Supply-chain threat intelligence
Risk score
92
Indexed incident for @marketfront/designsystemdevtool (npm).
The @marketfront/designsystemdevtool package is part of a 25-package malicious campaign batch-published to the @marketfront npm scope by npm user 'marketfront' (marketfront@tutamail.com) within a roughly 3-minute window on 2026-07-01. All packages in the campaign were published at version 7.0.0 and use e-commerce/marketing frontend component names as cover.
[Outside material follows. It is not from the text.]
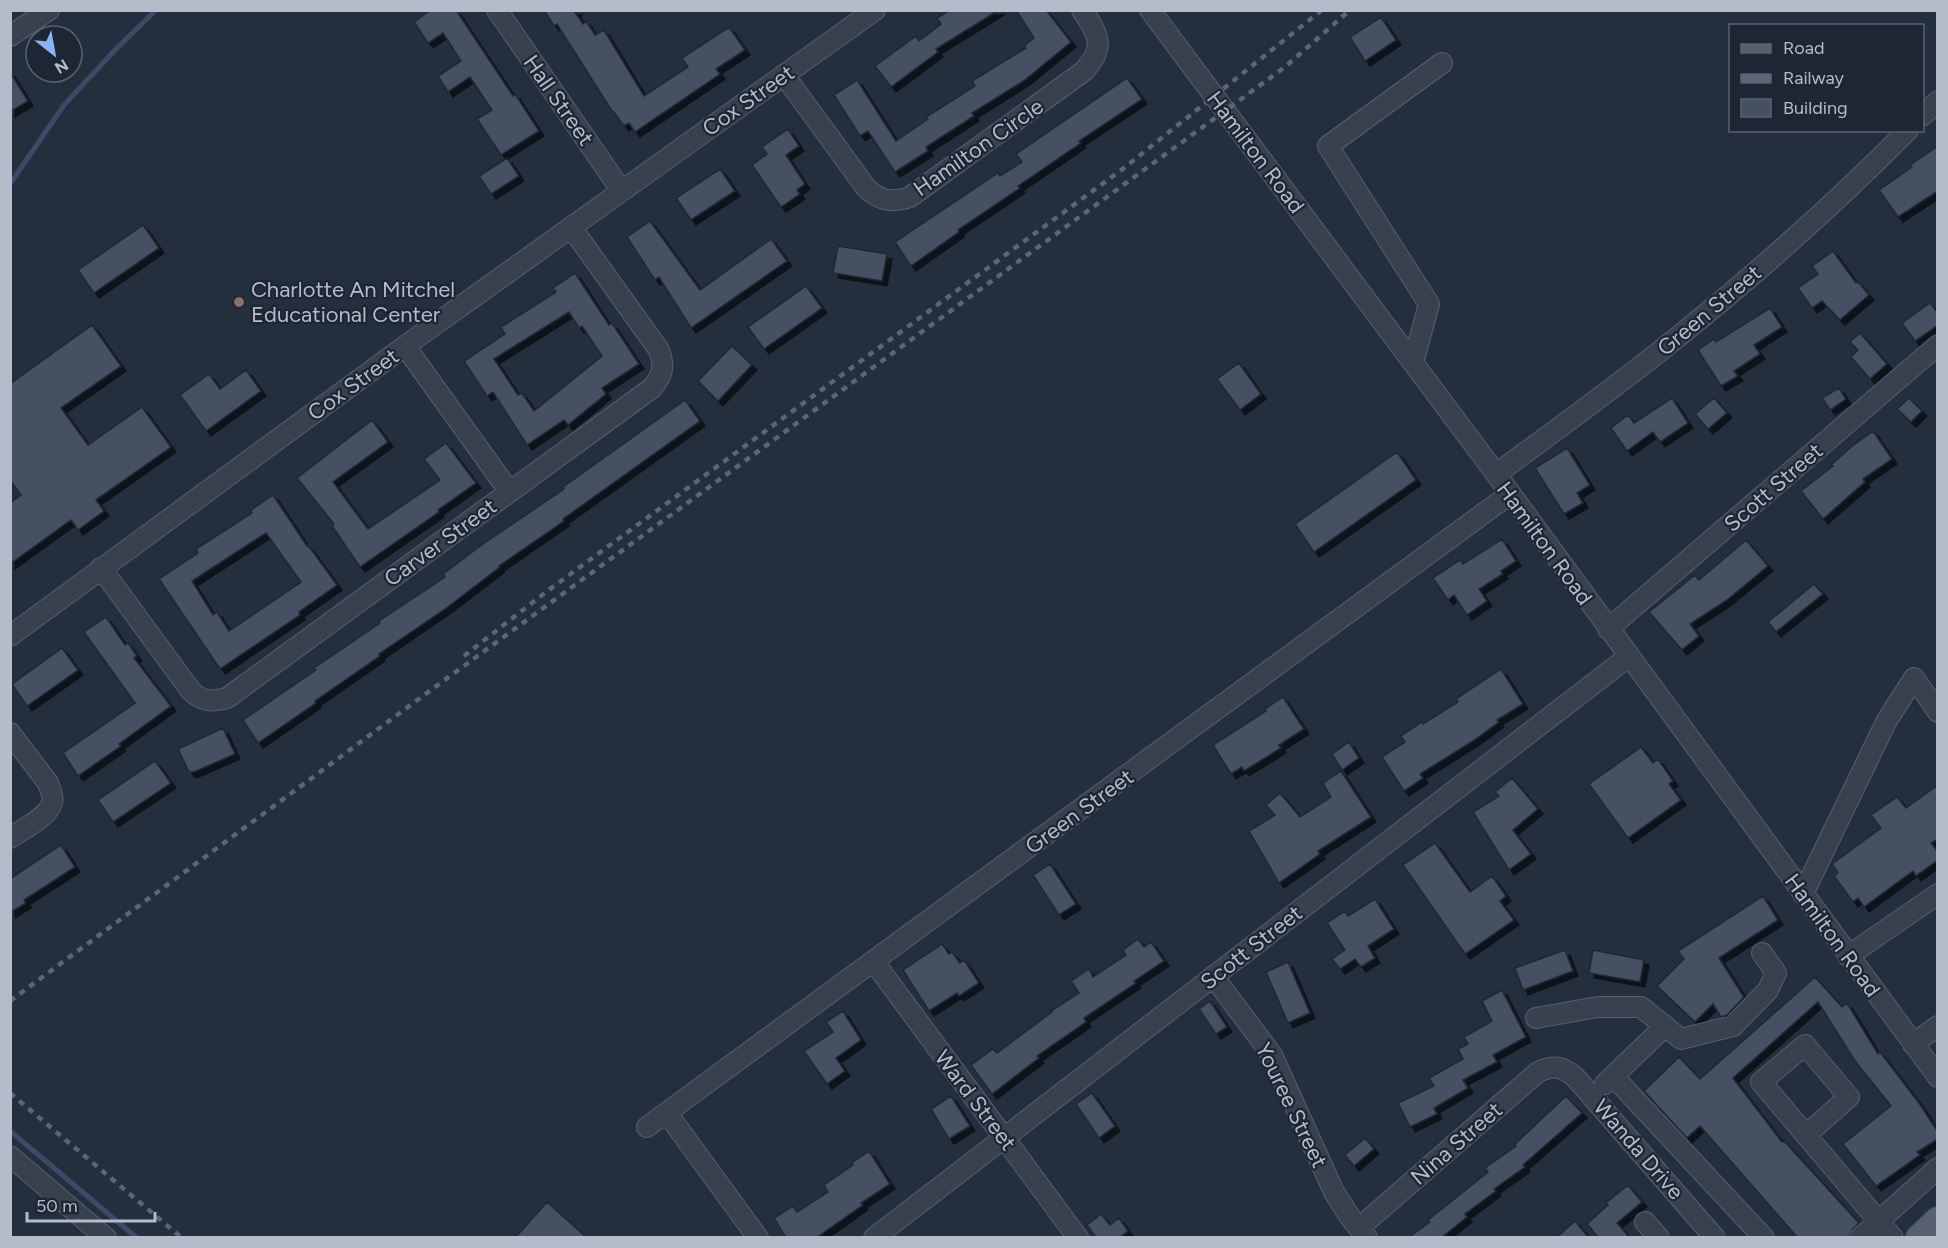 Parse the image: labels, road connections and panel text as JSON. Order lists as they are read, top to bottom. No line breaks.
{"streets":{"street":["Hall Street","Cox Street","Hamilton Circle","Hamilton Road","Green Street","Scott Street","Carver Street","Ward Street","Youree Street","Nina Street","Wanda Drive"]},"crossings":[["Hall Street","Cox Street"],["Cox Street","Hamilton Circle"],["Cox Street","Carver Street"],["Hamilton Road","Green Street"],["Hamilton Road","Scott Street"],["Green Street","Ward Street"],["Scott Street","Ward Street"],["Scott Street","Youree Street"],["Youree Street","Nina Street"],["Nina Street","Wanda Drive"]],"places":["Charlotte An Mitchel Educational Center"],"legend":["Road","Railway","Building"],"scale_bar":"50 m","north":"bottom right"}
The package declares a postinstall hook (node scripts/postinstall.js) that executes heavily obfuscated (obfuscator.io-style) code automatically at npm install time. Static analysis of the decoded payload revealed a credential harvester that dynamically requires fs, os, http, https, zlib, path and dns, then reads approximately 20 sensitive credential files including ~/.ssh, ~/.aws/credentials, ~/.kube/config, ~/.docker/config.json, ~/.npmrc, ~/.netrc, ~/.pgpass, ~/.git-credentials, ~/.env and ~/.bash_history. Collected data is exfiltrated via a gzip-compressed HTTPS POST with a custom X-Secret header to the path /api/v1/events, alongside a DNS resolver beacon. The command-and-control host is concealed behind an additional RC4+XOR encryption layer around an embedded configuration blob and was not statically resolved.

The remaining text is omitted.